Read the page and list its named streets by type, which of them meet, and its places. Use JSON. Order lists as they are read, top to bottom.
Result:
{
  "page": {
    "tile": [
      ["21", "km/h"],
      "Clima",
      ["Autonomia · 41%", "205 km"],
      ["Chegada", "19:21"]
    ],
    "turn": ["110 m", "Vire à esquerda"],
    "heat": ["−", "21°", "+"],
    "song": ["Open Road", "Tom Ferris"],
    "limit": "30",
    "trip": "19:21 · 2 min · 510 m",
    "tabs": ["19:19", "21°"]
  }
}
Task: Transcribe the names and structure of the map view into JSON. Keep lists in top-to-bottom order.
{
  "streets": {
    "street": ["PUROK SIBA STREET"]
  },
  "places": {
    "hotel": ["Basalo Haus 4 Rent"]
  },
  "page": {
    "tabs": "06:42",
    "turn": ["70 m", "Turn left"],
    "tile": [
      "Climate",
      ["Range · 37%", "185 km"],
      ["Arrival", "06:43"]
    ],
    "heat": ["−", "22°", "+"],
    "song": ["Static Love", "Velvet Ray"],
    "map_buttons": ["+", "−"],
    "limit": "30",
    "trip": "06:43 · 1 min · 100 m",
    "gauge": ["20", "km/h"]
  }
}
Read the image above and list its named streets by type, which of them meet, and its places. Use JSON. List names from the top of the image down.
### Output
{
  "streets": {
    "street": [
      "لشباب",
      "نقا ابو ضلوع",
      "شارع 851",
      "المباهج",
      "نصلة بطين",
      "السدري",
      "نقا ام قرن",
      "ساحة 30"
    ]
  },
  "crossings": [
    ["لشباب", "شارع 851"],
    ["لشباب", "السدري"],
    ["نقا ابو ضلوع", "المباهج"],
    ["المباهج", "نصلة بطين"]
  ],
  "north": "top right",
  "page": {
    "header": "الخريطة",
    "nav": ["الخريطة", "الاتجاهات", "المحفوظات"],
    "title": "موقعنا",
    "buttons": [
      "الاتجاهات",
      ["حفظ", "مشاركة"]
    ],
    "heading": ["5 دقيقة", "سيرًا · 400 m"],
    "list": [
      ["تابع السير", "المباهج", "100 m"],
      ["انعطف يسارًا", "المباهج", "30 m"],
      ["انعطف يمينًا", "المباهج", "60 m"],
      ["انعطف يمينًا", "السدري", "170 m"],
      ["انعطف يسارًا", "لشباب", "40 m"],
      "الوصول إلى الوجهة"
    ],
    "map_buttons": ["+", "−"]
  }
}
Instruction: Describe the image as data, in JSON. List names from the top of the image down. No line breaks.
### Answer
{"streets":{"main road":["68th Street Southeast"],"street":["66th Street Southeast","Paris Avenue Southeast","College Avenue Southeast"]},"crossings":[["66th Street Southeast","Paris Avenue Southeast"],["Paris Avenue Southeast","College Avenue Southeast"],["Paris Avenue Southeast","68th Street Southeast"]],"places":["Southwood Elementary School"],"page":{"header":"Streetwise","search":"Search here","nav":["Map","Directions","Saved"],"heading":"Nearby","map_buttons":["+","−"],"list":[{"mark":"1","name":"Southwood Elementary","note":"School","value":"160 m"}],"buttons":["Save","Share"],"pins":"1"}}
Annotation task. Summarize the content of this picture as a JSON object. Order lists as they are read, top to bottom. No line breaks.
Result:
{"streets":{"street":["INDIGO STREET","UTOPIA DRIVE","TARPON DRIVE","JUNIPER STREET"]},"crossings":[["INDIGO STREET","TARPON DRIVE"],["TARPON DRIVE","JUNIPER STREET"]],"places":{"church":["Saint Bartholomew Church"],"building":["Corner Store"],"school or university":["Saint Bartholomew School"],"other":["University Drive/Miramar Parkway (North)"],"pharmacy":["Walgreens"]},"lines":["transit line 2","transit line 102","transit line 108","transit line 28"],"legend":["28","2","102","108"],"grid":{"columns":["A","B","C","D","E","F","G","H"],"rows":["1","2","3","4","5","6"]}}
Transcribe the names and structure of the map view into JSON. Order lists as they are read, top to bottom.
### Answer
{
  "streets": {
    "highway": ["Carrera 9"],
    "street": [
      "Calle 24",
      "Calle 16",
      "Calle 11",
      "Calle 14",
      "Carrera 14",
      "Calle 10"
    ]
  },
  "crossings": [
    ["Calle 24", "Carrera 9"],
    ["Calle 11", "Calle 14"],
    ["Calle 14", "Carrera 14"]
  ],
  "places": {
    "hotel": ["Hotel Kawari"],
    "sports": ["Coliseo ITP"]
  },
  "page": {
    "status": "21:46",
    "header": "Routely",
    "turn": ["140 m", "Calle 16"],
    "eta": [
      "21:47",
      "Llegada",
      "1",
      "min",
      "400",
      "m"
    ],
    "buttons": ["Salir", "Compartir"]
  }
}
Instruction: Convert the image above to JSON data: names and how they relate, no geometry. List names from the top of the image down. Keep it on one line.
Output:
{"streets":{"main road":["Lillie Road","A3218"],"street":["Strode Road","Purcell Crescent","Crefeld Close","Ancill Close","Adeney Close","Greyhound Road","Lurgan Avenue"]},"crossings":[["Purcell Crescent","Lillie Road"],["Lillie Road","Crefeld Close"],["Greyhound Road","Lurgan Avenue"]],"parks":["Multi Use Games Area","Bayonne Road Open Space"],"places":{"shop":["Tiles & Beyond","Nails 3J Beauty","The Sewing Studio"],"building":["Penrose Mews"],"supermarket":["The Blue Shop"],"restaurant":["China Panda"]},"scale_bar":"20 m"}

________________________

WORK ITEM
From the records above, print only the lines between the one holding "Task: Transcribe the" and the one holding "Read the image", inclusive, exactly as they stand.

SOLUTION TO THIS PROBLEM
Task: Transcribe the names and structure of the map view into JSON. Keep lists in top-to-bottom order.
{
  "streets": {
    "street": ["PUROK SIBA STREET"]
  },
  "places": {
    "hotel": ["Basalo Haus 4 Rent"]
  },
  "page": {
    "tabs": "06:42",
    "turn": ["70 m", "Turn left"],
    "tile": [
      "Climate",
      ["Range · 37%", "185 km"],
      ["Arrival", "06:43"]
    ],
    "heat": ["−", "22°", "+"],
    "song": ["Static Love", "Velvet Ray"],
    "map_buttons": ["+", "−"],
    "limit": "30",
    "trip": "06:43 · 1 min · 100 m",
    "gauge": ["20", "km/h"]
  }
}
Read the image above and list its named streets by type, which of them meet, and its places. Use JSON. List names from the top of the image down.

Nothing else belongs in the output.